Female BALB/cOlaHsd mice were purchased from Envigo at 5 weeks of age. Animals were housed in specific pathogen-free individually ventilated cages, at 20–24 °C and 45–65% humidity, kept on a 12 h light/dark cycle from 08:00 to 20:00, with food and water freely available. All animal experiments were performed under project licence P84582234, with UK Home Office approval and local approval by the Oxford University Clinical Medicine Animal Welfare and Ethical Review Body and were carried out in compliance with UK Home Office Guidelines and the Animals Scientific Procedure Act 1986 (amended 2013) and reported in line with the ARRIVE guidelines. Mice were treated topically with either 5% Aldara (Imiquimod) cream (Meda Pharmaceuticals) or Vaseline (Unilever) control on both ears, three times weekly for 8 weeks.

Mouse kidney processing

Snap-frozen mouse kidneys were obtained from 12 female mice randomized to treatment TLR7 agonist or control (unblinded). Treated mice develop lupus-like renal disease with glomerular endocapillary proliferation, which includes proliferation of circulating immune cells that have migrated to the capillary tuft. The 10 μm cryosections from three mice (four slices from a control sample and two and four slices, respectively, from two treated samples) were successfully processed for spatial transcriptomics with Stereo-seq6. Remaining kidney tissue from the above samples was dissociated to single nuclei, partitioned and sequenced to generate snRNA-seq data41, yielding a matched single-nucleus and subcellular spatial transcriptomics dataset.
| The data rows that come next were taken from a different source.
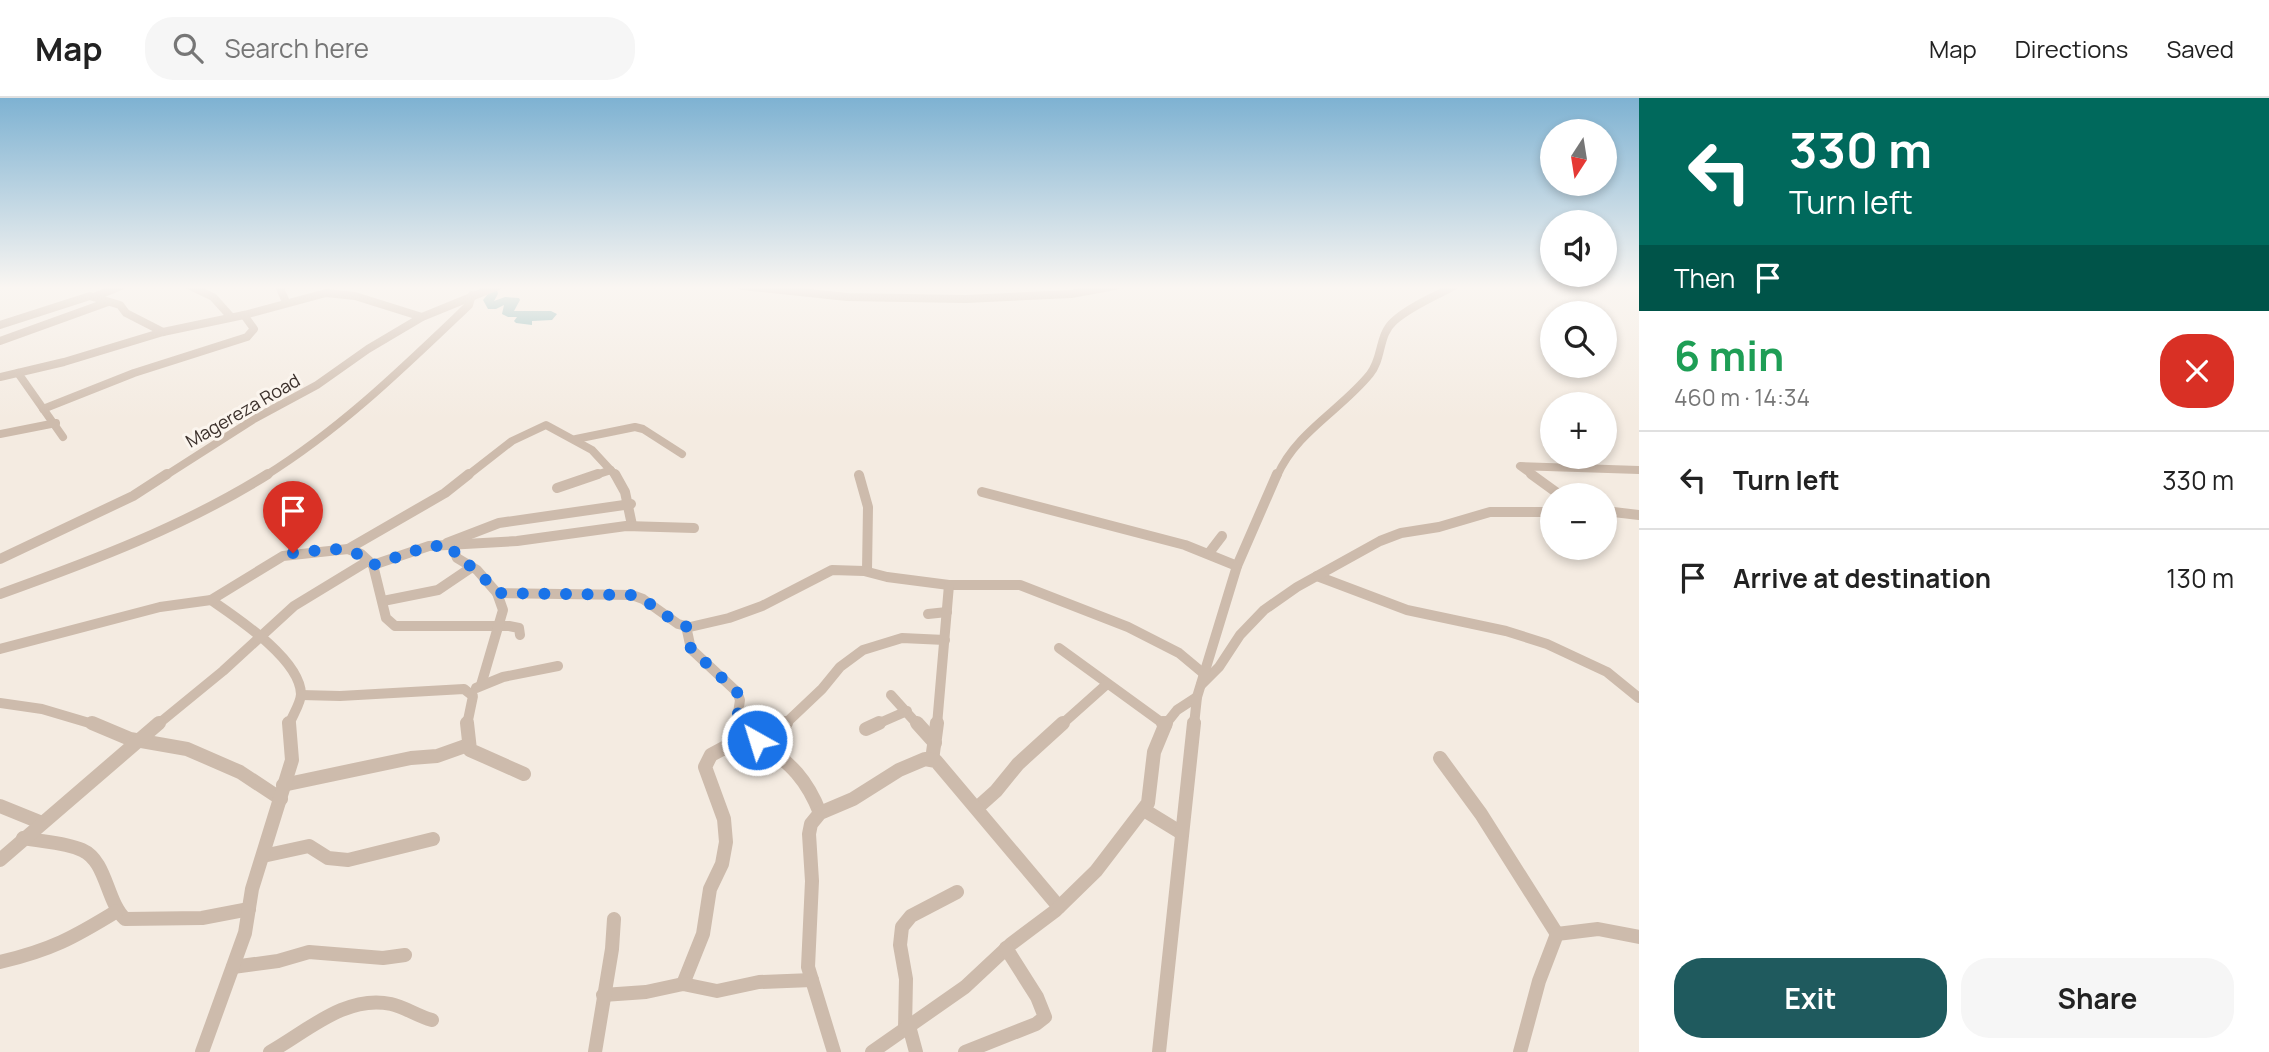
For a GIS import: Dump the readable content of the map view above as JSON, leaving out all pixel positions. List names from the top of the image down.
{
  "streets": {
    "street": ["Magereza Road"]
  },
  "north": "bottom",
  "page": {
    "header": "Map",
    "search": "Search here",
    "nav": ["Map", "Directions", "Saved"],
    "turn": ["330 m", "Turn left"],
    "map_buttons": ["+", "−"],
    "then": "Then",
    "heading": ["6 min", "460 m · 14:34"],
    "list": [
      {
        "name": "Turn left",
        "value": "330 m"
      },
      {
        "name": "Arrive at destination",
        "value": "130 m"
      }
    ],
    "buttons": ["Exit", "Share"]
  }
}
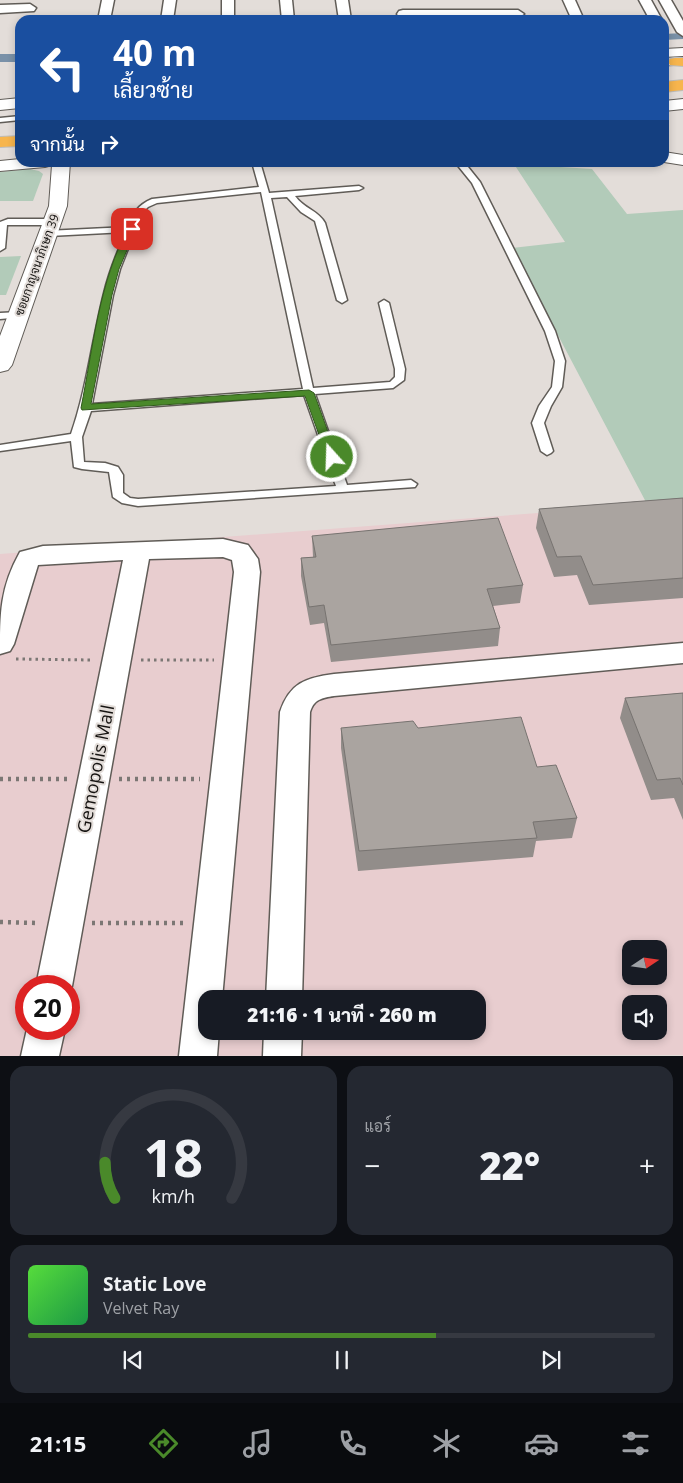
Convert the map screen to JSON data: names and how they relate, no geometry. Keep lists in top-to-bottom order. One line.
{"streets":{"street":["ซอยกาญจนาภิเษก 39","Gemopolis Mall"]},"north":"right","page":{"turn":["40 m","เลี้ยวซ้าย"],"then":"จากนั้น","limit":"20","trip":"21:16 · 1 นาที · 260 m","tile":"แอร์","heat":["−","22°","+"],"song":["Static Love","Velvet Ray"],"tabs":"21:15","gauge":["18","km/h"]}}
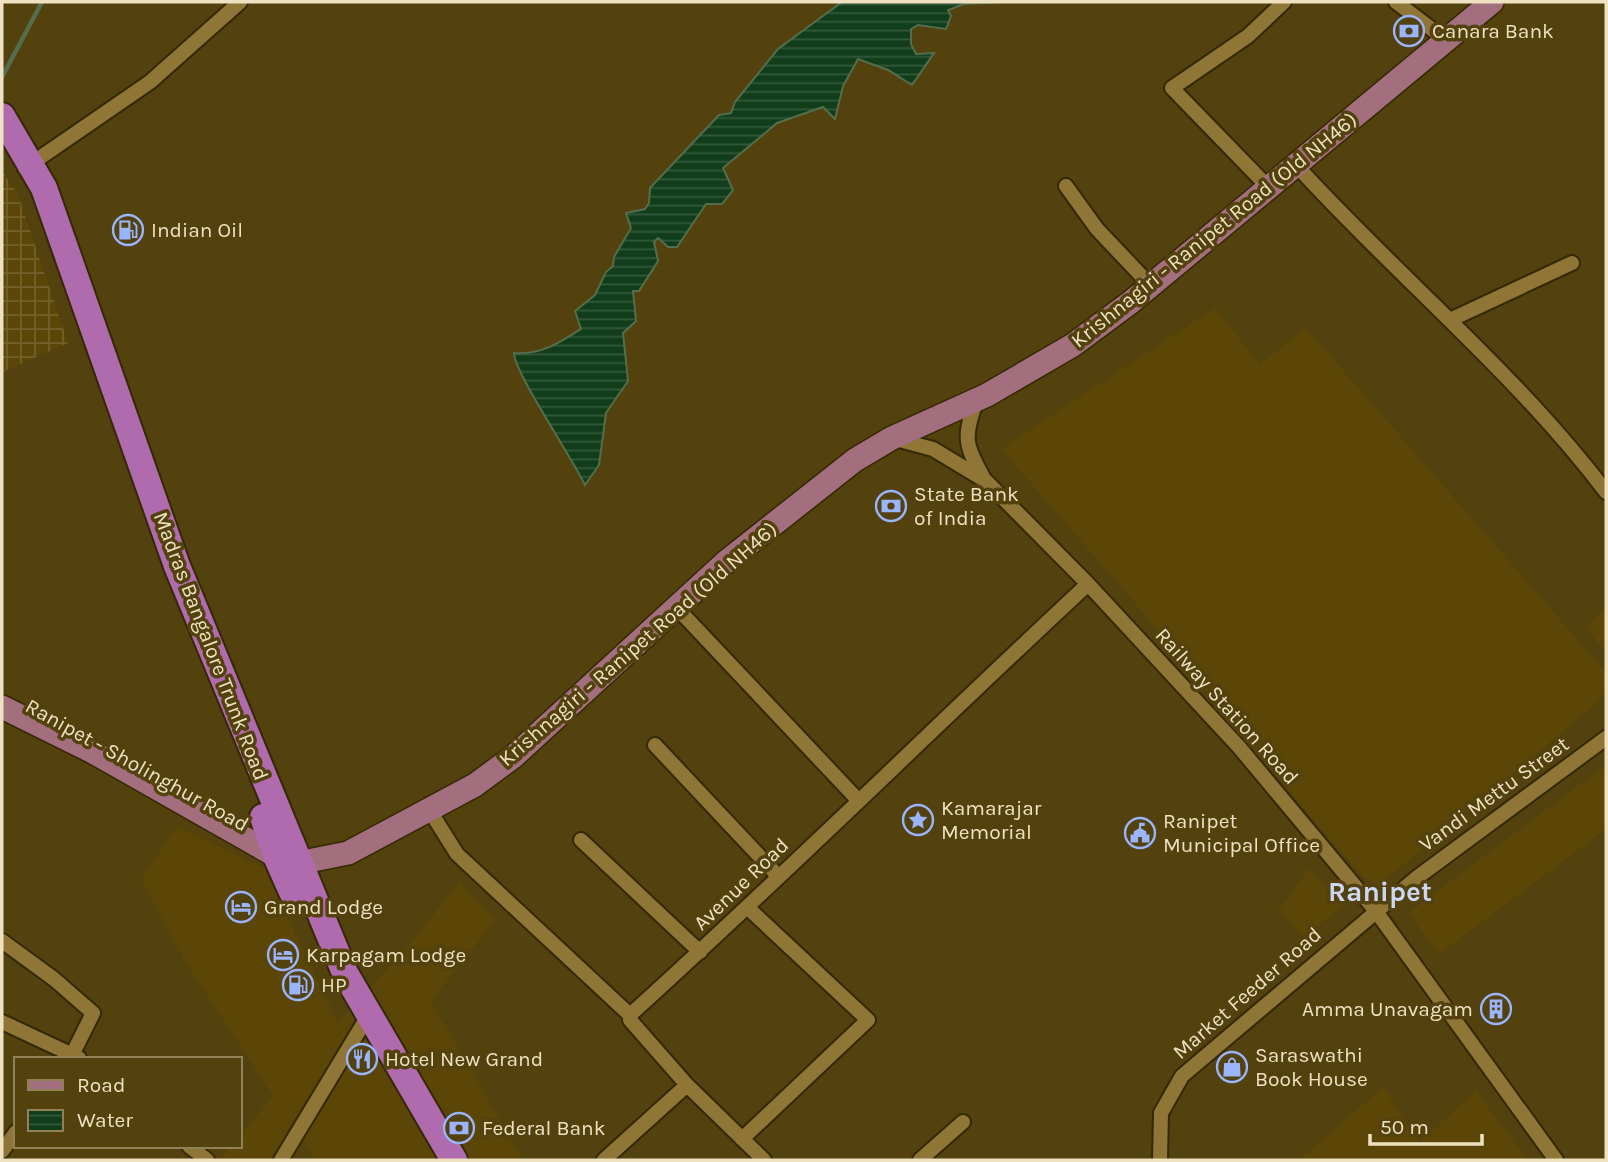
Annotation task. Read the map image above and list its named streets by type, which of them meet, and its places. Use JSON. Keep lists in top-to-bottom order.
{
  "streets": {
    "highway": ["Madras Bangalore Trunk Road"],
    "main road": ["Krishnagiri - Ranipet Road (Old NH46)", "Ranipet - Sholinghur Road"],
    "street": [
      "Railway Station Road",
      "Vandi Mettu Street",
      "Avenue Road",
      "Market Feeder Road"
    ]
  },
  "crossings": [
    ["Krishnagiri - Ranipet Road (Old NH46)", "Madras Bangalore Trunk Road"],
    ["Krishnagiri - Ranipet Road (Old NH46)", "Railway Station Road"],
    ["Krishnagiri - Ranipet Road (Old NH46)", "Ranipet - Sholinghur Road"],
    ["Madras Bangalore Trunk Road", "Ranipet - Sholinghur Road"],
    ["Railway Station Road", "Vandi Mettu Street"],
    ["Railway Station Road", "Avenue Road"],
    ["Railway Station Road", "Market Feeder Road"],
    ["Vandi Mettu Street", "Market Feeder Road"]
  ],
  "districts": ["Ranipet"],
  "places": {
    "bank": ["Canara Bank", "State Bank of India", "Federal Bank"],
    "fuel station": ["Indian Oil", "HP"],
    "place": ["Kamarajar Memorial"],
    "public building": ["Ranipet Municipal Office"],
    "hotel": ["Grand Lodge", "Karpagam Lodge"],
    "building": ["Amma Unavagam"],
    "restaurant": ["Hotel New Grand"],
    "shop": ["Saraswathi Book House"]
  },
  "legend": ["Road", "Water"],
  "scale_bar": "50 m"
}
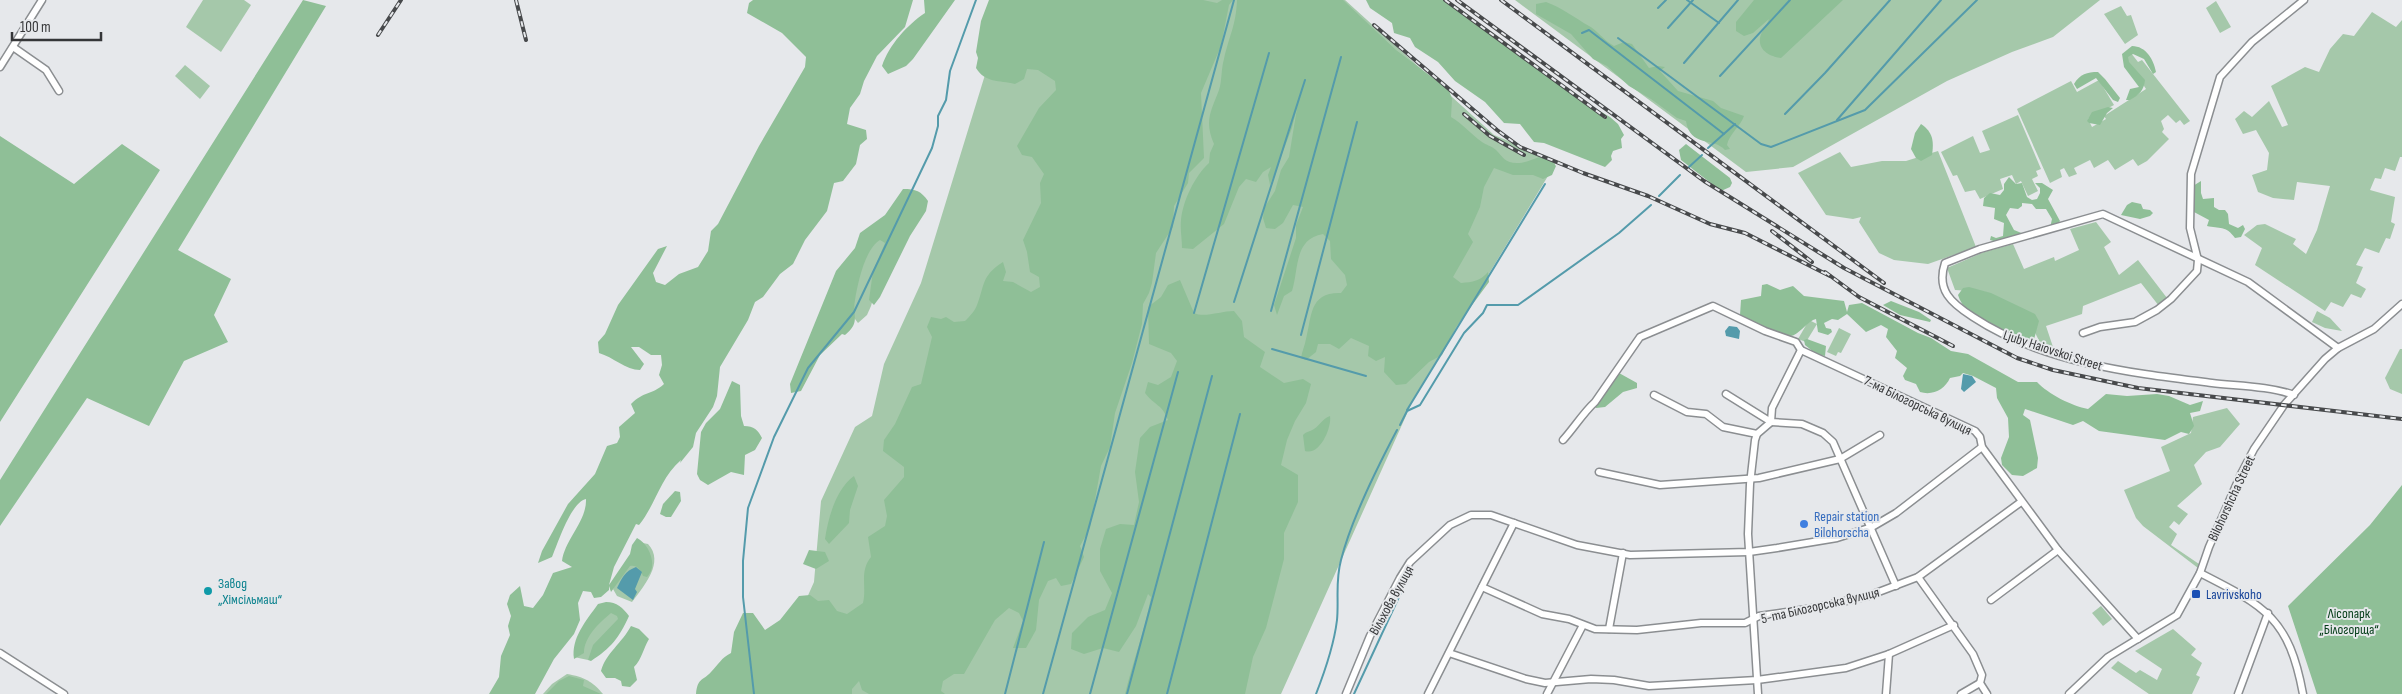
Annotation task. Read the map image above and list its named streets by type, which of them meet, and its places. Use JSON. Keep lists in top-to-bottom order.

We cluster cells in the snRNA-seq dataset using Seurat19 and annotate cell types according to top marker genes. Initial clustering identified 30 populations, shown in Extended Data Fig. 2, alongside key cell type markers. The spatial data for each sample consist of gene expression readings measured on a grid of 220 nm DNA nanoball spots with a centre-to-centre inter-spot distance of 715 nm. These data are represented by a D-dimensional expression vector (D ≈ 25,000) at each spot. Spatial analysis was restricted to a boundary region defined as the convex hull of high expression spots (Supplementary Methods 2 and Supplementary Fig. 1).

Human tissue

We used the Xenium platform (10x Genomics)17 to generate spatial data from a human kidney IgA nephropathy biopsy core obtained with the assistance of the Oxford Centre for Histopathology Research as an approved project under the Oxford Radcliffe Biobank research tissue bank ethical approval (South Central—Oxford C Research Ethics Committee: 19/C/0193). For snRNA-seq, healthy control kidney tissue was obtained from pre-implantation biopsies in four living donor kidneys through an approved project in the Oxford Transplant Biobank (South Central—Oxford C Research Ethics Committee: 19/SC/0529). All human samples were obtained with informed patient consent for research. Human tissue experiments were carried out under the University of Oxford Human Tissue Act license 12217.

Mouse brain model

We examined publicly available adult mouse spatial data profiled with Stereo-seq6. To ensure an unbiased comparison, for scRNA-seq integration we used the same reference mouse brain atlas42 as in the original spatial study and trained the TopACT local classifier to identify the PVM1 subcluster. Similar to mouse kidney, we restricted analysis to a boundary region defined as the convex hull of high expression spots. From TopACT spot classifications, we performed a binary dilation and then called PVM cells as connected components of size at least 60 spots. To validate these called cells, we examined the expression level of PVM marker genes (as defined in the same atlas42) in TopACT-predicted PVM cells compared to uniformly sampled background cells.

Spatial RNA-seq

Stereo-seq was performed as previously described6. Capture chips were loaded with DNA nanoballs (DNB) generated by rolling circle amplification of random 25 base pair (bp) oligonucleotides. Single end sequencing (MGI DNBSEQ-Tx) was performed to determine the DNB coordinate identity at each spatial location on the chip, followed by ligation of 22 bp polyT and 10 bp molecular identity oligos to the DNB. The 10 μm kidney tissue sections were cryosectioned from optimal cutting temperature (OCT) embedded frozen blocks and adhered to the chip surface, fixed in methanol, stained with nucleic acid dye (Thermo Fisher Scientific, Q10212) for imaging and incubated at 37 °C with 0.1% pepsin (Sigma, P7000) for 12 min to permeabilize. After permeabilization, we performed reverse transcription and cDNA amplification and the Agilent 2100 was used to check the range of cDNA fragments. The cDNA was interrupted by inhouse Tn5 transposase and amplified and the fragments double-selected. After screening, libraries were subjected to Agilent 2100 quality inspection. Finally, the double-selection libraries were constructed into libraries suitable for the MGI DNBSEQ-Tx sequencing platform through circularization steps and were sequenced to collect data (50 bp for read 1 and 100 bp for read 2).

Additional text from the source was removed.